(Items listed in a dataset)
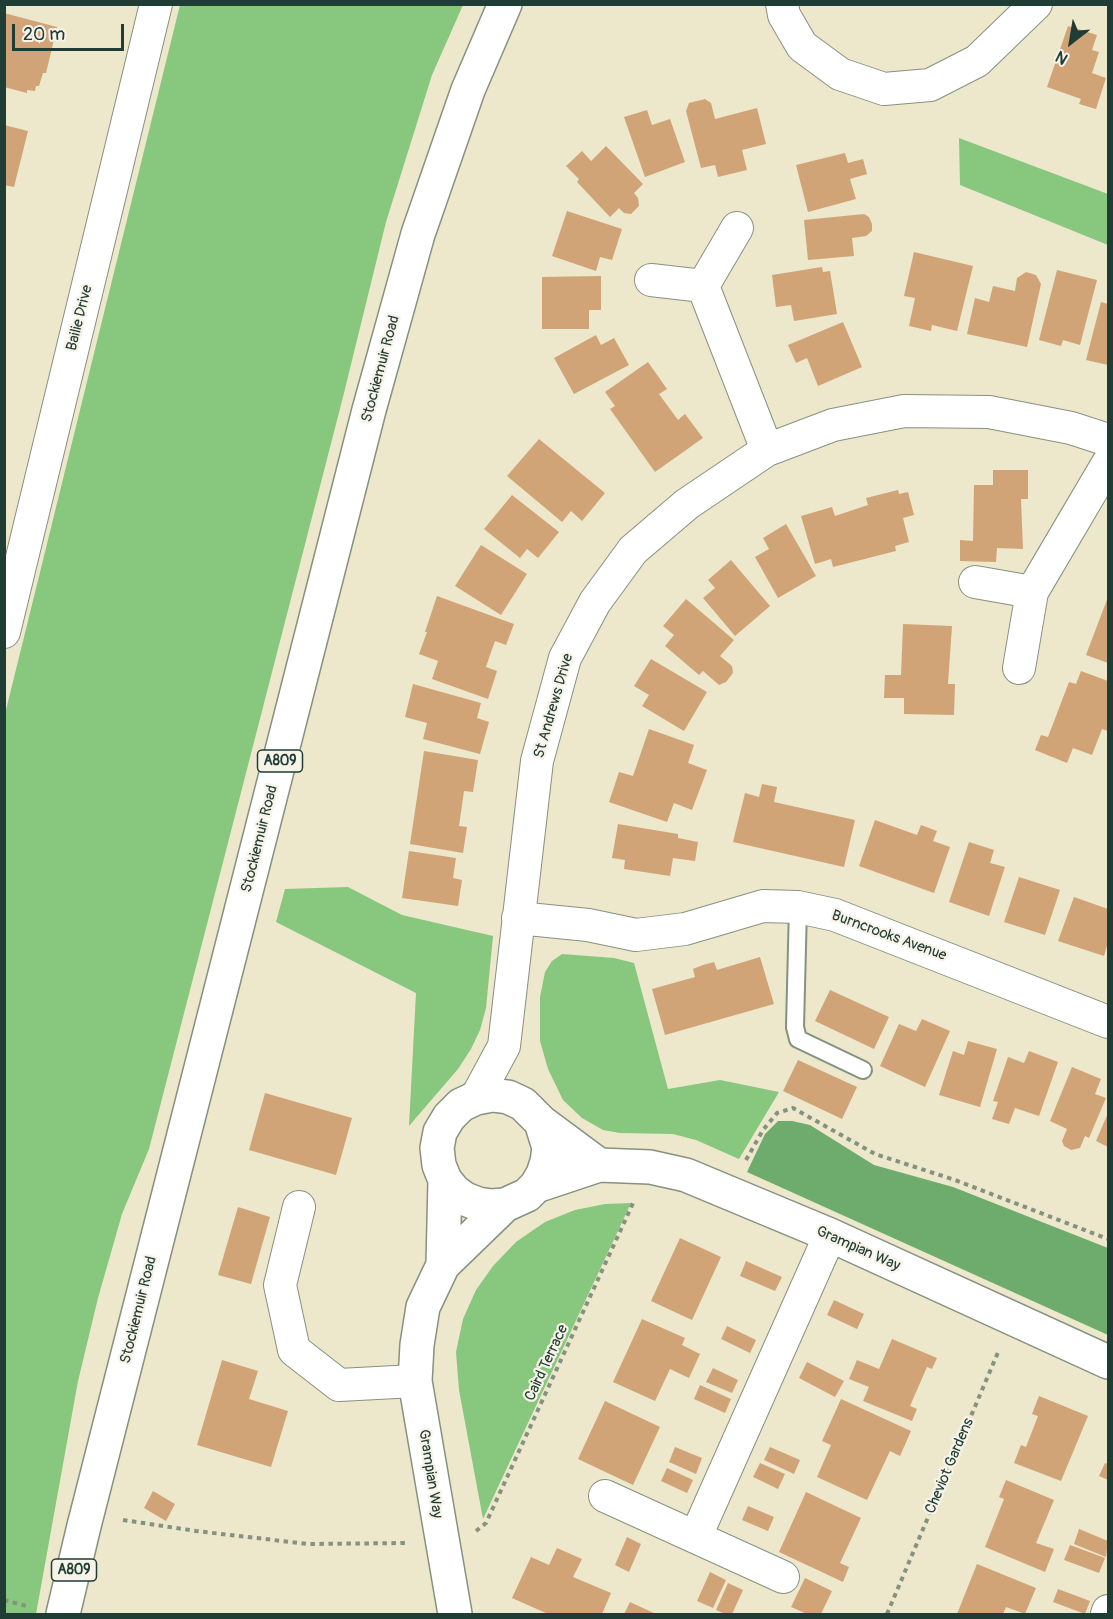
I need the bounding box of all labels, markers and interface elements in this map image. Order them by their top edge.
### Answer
scale bar [15,12,128,50]
north arrow [1041,12,1101,72]
text: 20 m [23,23,65,46]
text: N [1052,46,1072,69]
street label: Bailie Drive [63,283,97,353]
street label: Stockiemuir Road [358,314,404,424]
street label: St Andrews Drive [530,652,578,760]
road number: A809 [258,750,302,772]
street label: Stockiemuir Road [238,784,282,894]
street label: Burncrooks Avenue [829,907,949,965]
street label: Grampian Way [813,1223,903,1275]
street label: Stockiemuir Road [117,1255,161,1365]
street label: Caird Terrace [521,1322,573,1404]
street label: Cheviot Gardens [922,1416,978,1516]
street label: Grampian Way [414,1428,446,1520]
road number: A809 [52,1559,97,1581]

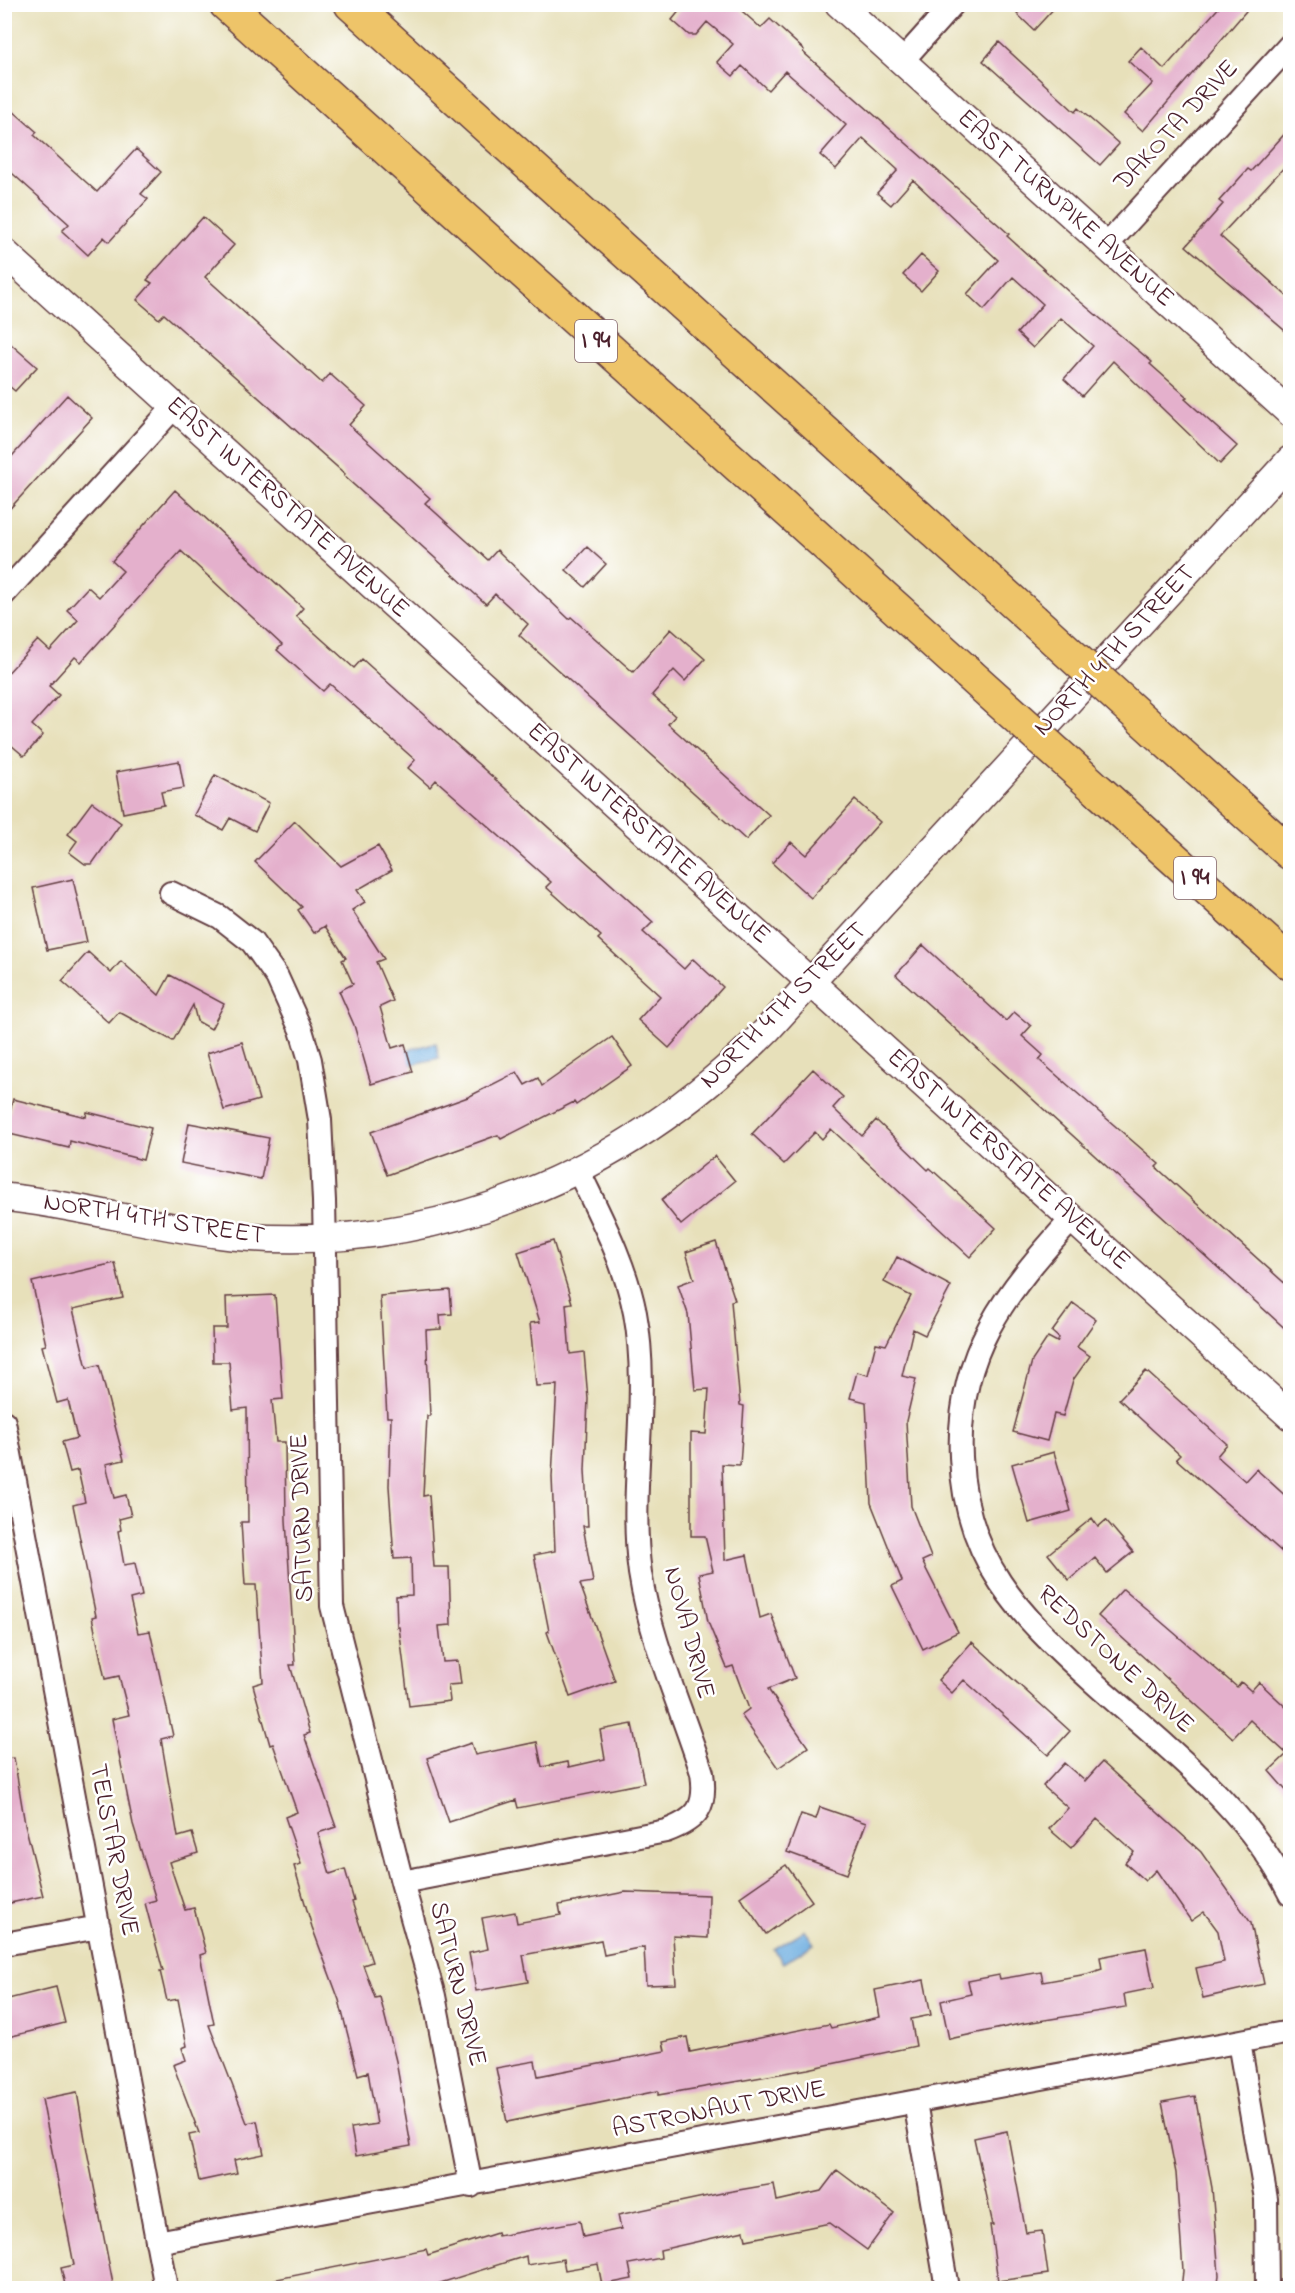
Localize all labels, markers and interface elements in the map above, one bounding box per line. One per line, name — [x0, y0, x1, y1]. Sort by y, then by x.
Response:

▸ **WHAT THE EXERCISE ASKS**
Give back the records above word for word, minus any image they hold.

▸ **ANSWER BOX**
I need the bounding box of all labels, markers and interface elements in this map image. Order them by their top edge.
### Answer
scale bar [15,12,128,50]
north arrow [1041,12,1101,72]
text: 20 m [23,23,65,46]
text: N [1052,46,1072,69]
street label: Bailie Drive [63,283,97,353]
street label: Stockiemuir Road [358,314,404,424]
street label: St Andrews Drive [530,652,578,760]
road number: A809 [258,750,302,772]
street label: Stockiemuir Road [238,784,282,894]
street label: Burncrooks Avenue [829,907,949,965]
street label: Grampian Way [813,1223,903,1275]
street label: Stockiemuir Road [117,1255,161,1365]
street label: Caird Terrace [521,1322,573,1404]
street label: Cheviot Gardens [922,1416,978,1516]
street label: Grampian Way [414,1428,446,1520]
road number: A809 [52,1559,97,1581]

Localize all labels, markers and interface elements in the map above, one bounding box per line. One per line, name — [x0, y0, x1, y1]. Sort by y, then by x.
Response:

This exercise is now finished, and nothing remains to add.